空からあの攻撃を撃たれたら、人類に勝ち目があるとは思えない。矢も届かないし、魔人族には属性魔法が効かないのだ。
つまり、攻撃手段がない。どう足掻いてもあの人には勝てない。
「二人は魔人王国のことをどう思う?」
「ん〜〜〜……遠目に見てもいかつい連中だなって思うんだが、どーにも人類の敵って感じじゃねーよなあ」
「そうね、話を聞いても圧倒的に強いって分かるし、むしろ和平を呼びかけてるし、っていうか傍から見たらシレア帝国が駄々をこねる子供みたいね……」
……よかった、二人とも近い認識みたいだ。
「それに、勇者ミアの件もある」
「お姉さんね」
「そう。
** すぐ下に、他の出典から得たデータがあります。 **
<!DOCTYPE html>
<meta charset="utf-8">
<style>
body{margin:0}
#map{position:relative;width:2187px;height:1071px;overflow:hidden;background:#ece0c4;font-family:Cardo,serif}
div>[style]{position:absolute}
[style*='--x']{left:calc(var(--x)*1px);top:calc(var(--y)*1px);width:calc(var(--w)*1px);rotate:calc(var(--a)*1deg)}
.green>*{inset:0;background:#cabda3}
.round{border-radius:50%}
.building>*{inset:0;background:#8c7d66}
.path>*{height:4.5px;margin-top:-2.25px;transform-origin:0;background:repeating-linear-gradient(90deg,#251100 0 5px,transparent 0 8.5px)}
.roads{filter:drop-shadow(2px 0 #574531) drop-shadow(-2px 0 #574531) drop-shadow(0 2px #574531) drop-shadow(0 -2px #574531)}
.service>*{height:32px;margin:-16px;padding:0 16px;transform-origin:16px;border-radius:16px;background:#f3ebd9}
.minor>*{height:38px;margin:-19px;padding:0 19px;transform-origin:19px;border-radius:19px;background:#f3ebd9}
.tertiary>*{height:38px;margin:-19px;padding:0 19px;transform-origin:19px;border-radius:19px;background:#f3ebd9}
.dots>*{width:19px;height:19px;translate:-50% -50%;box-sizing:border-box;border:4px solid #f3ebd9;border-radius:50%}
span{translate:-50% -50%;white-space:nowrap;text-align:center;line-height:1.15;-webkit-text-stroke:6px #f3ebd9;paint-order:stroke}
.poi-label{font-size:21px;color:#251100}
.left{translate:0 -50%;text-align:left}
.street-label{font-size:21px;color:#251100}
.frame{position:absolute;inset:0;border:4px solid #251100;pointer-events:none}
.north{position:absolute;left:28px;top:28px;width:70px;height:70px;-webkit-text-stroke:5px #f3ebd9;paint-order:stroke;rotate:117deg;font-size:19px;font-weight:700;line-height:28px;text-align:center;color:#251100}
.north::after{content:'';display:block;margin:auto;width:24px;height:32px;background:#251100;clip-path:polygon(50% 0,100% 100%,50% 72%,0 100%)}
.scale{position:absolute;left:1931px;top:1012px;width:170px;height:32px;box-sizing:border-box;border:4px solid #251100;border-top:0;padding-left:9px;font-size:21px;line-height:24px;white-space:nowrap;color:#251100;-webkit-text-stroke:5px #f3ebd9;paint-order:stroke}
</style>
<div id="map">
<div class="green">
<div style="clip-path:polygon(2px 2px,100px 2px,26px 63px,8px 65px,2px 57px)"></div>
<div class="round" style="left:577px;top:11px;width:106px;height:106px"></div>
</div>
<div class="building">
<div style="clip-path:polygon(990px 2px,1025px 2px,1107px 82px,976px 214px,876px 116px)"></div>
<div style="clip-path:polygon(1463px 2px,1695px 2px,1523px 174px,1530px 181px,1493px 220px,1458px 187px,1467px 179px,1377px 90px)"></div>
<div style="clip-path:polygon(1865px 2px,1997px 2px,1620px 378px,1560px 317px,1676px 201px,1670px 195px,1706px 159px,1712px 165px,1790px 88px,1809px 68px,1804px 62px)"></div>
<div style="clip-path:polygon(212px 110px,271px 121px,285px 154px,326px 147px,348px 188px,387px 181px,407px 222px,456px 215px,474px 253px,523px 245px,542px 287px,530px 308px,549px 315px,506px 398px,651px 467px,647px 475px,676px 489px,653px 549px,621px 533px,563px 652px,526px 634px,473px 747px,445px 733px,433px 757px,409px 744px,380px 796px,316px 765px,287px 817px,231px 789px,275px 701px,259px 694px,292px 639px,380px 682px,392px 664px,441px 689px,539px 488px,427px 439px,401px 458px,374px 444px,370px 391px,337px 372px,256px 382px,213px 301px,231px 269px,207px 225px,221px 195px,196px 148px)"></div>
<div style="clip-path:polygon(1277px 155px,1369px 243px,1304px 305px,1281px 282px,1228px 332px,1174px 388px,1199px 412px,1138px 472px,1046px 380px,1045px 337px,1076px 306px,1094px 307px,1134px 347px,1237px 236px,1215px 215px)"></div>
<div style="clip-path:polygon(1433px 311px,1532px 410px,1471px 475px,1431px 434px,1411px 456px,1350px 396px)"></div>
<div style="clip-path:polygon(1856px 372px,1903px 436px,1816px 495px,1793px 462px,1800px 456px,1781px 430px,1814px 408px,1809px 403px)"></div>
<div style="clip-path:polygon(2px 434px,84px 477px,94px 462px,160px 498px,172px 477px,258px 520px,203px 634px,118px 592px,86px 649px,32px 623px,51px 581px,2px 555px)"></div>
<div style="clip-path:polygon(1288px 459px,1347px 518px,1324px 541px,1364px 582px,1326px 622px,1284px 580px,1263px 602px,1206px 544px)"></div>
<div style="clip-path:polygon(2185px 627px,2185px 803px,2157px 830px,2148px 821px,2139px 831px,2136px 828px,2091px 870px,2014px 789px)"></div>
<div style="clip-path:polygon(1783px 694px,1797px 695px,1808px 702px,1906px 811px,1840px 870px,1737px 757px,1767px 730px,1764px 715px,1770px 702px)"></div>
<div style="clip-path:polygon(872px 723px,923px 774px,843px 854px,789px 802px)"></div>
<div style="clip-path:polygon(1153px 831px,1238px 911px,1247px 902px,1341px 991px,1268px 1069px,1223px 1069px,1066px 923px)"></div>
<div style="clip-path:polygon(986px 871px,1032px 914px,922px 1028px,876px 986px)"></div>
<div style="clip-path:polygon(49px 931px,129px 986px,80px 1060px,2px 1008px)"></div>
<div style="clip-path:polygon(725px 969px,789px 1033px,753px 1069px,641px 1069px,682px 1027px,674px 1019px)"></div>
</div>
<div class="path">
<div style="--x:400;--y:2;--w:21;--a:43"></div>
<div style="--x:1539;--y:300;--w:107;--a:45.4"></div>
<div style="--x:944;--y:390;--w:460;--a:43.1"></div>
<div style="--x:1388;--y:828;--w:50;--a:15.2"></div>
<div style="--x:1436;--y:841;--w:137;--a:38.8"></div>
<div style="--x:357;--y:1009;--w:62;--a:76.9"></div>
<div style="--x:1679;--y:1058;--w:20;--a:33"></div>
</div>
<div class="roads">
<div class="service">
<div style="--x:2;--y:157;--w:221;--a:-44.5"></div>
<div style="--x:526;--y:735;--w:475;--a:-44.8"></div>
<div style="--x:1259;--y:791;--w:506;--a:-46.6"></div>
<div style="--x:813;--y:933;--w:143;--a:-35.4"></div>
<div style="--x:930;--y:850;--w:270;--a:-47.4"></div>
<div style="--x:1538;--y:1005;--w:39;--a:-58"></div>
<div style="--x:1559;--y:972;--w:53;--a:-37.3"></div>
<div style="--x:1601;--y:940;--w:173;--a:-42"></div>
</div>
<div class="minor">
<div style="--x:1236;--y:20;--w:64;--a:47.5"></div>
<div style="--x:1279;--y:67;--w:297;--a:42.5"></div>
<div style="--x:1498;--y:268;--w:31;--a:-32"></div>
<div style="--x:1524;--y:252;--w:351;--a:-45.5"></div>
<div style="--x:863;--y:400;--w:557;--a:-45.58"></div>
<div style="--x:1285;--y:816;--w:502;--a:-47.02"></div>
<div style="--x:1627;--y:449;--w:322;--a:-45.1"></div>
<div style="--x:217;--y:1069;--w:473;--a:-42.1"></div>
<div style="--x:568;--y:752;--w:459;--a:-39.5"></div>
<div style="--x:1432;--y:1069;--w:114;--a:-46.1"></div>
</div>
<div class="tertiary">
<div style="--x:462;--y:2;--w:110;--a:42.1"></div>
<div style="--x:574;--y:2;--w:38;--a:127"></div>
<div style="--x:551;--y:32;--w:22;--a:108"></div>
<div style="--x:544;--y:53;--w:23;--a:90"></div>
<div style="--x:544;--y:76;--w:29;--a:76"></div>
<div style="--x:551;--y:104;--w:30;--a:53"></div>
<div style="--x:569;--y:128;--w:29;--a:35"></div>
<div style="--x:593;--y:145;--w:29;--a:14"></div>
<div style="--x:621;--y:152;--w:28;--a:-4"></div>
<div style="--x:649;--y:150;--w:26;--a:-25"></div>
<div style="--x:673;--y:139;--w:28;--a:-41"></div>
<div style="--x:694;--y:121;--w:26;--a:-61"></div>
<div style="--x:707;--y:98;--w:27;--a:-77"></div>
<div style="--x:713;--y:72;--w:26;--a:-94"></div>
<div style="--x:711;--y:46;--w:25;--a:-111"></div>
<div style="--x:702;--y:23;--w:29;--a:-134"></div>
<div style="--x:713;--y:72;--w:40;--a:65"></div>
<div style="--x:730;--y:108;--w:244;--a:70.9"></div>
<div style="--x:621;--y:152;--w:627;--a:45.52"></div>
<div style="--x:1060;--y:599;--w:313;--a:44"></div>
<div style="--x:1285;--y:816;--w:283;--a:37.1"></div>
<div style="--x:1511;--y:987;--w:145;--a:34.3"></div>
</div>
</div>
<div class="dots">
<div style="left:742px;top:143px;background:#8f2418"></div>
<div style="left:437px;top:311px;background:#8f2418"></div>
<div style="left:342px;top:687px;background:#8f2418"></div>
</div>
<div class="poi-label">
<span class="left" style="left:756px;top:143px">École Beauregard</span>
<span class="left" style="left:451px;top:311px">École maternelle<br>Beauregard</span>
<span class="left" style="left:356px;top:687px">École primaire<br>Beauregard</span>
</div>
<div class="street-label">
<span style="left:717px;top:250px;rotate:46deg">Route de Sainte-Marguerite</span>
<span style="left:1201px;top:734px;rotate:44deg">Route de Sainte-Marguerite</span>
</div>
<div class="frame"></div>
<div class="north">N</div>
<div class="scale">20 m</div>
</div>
ダニオには言ってなかったけど、勇者ミアって僕の姉なんだ」
ダニオはそれを聞くと、驚いて瞠目し……声は上げなかった。
逆に声を潜めるようにこちらに顔を寄せる。
「お前それ絶対言うなよ」
「相手は選んでいるよ。ダニオのこともギルドから聞いた」
オフェーリアに気付かれないように、こちらも小声で返す。
「そうか……わかった」
「ん。姉貴は間違ったことをするような人ではないからね。それでビスマルク十二世と魔人王国女王を比べて、魔人王国に与した方がいいと判断した。恐らく勝てる勝てないとは関係なく、内面を見て、ね。これは重要なことだと思う」
勇者ミアの判断。
そして魔王の内面。
ダニオとオフェーリアは、なんとも難しそうに唸った。
まあ、いきなり魔人王国のことを知らずに受け入れるというのは難しいだろうと思う。
でもきっと、二人もマーレさんを見たら考えを変えるだろう。
なんとかこの国と魔人王国も、友好関係を築けないものだろうか……。